Abissnet Superiore
- Organising body: Albanian Football Federation (FSHF)
- Founded: 6 June 1930; 96 years ago
- Country: Albania
- Confederation: UEFA
- Number of clubs: 10
- Level on pyramid: 1
- Relegation to: Kategoria e Parë
- Domestic cup(s): Albanian Cup Albanian Supercup
- International cup(s): UEFA Champions League UEFA Conference League
- Current champions: Egnatia (3rd title) (2025–26)
- Most championships: Tirana (26 titles)
- Top scorer: Vioresin Sinani (207 goals)
- Broadcaster(s): RTSH
- Website: fshf.org/abissnet-superiore
- Current: 2026–27 Kategoria Superiore

= Kategoria Superiore =

Albanian football league

Kategoria Superiore, also known as Abissnet Superiore for sponsorship reasons, is a top professional league for men's association football clubs in the Albanian football league system. It is contested by 10 clubs, and operates on a system of promotion and relegation with the Kategoria e Parë. Seasons run from August to May, with teams playing 36 matches (playing each team twice at home and twice away).

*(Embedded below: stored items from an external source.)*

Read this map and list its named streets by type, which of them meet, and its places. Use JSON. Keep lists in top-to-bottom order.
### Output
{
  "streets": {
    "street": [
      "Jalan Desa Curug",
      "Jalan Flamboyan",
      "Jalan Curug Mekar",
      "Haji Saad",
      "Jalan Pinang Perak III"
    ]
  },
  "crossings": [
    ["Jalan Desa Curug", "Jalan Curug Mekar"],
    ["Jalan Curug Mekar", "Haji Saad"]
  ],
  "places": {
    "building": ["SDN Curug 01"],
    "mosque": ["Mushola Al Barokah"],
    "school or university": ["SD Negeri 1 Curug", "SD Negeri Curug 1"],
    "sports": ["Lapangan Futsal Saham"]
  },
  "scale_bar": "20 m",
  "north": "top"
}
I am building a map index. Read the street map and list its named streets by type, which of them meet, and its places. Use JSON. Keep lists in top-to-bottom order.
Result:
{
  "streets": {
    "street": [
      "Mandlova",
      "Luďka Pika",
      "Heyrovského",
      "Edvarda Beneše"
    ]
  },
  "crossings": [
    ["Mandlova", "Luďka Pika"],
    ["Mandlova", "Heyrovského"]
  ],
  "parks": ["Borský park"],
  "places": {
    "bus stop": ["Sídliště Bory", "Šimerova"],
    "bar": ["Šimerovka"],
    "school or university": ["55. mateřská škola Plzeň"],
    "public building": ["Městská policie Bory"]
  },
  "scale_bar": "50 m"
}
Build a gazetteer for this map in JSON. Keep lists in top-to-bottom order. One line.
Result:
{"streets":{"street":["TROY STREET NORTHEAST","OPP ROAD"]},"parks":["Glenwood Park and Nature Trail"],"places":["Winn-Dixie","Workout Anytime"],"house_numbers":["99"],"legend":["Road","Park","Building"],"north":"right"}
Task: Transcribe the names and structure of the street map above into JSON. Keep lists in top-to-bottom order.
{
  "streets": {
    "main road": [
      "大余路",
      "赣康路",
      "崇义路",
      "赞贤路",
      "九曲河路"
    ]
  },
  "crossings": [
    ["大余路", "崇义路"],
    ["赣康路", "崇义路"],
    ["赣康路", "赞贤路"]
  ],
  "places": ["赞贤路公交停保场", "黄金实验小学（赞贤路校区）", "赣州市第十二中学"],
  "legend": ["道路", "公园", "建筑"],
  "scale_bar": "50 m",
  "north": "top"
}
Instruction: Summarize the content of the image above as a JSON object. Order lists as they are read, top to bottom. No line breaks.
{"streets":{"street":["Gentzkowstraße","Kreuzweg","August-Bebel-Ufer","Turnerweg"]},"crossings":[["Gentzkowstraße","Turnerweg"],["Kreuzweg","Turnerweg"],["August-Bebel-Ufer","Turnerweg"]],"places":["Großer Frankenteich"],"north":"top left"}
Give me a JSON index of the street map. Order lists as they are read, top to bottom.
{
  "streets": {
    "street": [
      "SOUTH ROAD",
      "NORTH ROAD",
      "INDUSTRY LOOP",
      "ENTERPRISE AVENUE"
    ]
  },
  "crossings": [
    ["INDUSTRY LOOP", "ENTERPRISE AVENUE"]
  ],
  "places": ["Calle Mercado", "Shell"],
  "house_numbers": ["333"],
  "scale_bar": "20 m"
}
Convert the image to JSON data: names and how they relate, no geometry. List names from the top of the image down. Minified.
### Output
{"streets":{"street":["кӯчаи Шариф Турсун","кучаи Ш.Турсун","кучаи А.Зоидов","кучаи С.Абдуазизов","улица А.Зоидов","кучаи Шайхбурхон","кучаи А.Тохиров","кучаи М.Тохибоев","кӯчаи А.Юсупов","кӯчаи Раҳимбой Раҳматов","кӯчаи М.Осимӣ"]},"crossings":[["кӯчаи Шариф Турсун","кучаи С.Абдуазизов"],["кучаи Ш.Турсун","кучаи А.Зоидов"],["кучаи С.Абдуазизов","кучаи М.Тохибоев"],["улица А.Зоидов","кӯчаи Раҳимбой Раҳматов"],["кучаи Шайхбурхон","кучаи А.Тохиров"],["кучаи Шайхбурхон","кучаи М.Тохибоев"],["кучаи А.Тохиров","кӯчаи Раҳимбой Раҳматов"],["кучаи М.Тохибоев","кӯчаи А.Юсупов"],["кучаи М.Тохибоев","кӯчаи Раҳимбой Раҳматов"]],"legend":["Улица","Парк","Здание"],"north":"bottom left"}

The competition was founded in 1930 as the Albanian National Championship during the reign of King Zog, shortly after the creation of the Albanian Football Association. Since 1930, 45 clubs have competed in recognised competitions, while only ten clubs have won the title: Tirana (29), Dinamo Tirana (18), Partizani (17), Vllaznia (9), Skënderbeu (8), Egnatia (3), Elbasani (2), Teuta (2), Flamurtari (1) and Kukësi (1). The current champions are Egnatia, who won their 3rd title in 2025–26.

==History==
===Early years===
Football was first introduced to Albania by an English-Maltese priest named Gut Ruter, who visited the Saverian college in Shkodër in 1908. The first football club in Albania was Indipendenca, founded in Shkodër in 1912 by Palokë Nika. The first 90-minute game with two 45-minute halves was played in October 1913 between Indipendenca Shkodër and the occupying Austro-Hungarian Imperial Navy. The game is considered to be the first international game to be played in Albania, and it ended in a 2–1 loss for Indipendenca, with the captain and founder of the club Palokë Nika scoring the only goal for the Albanians.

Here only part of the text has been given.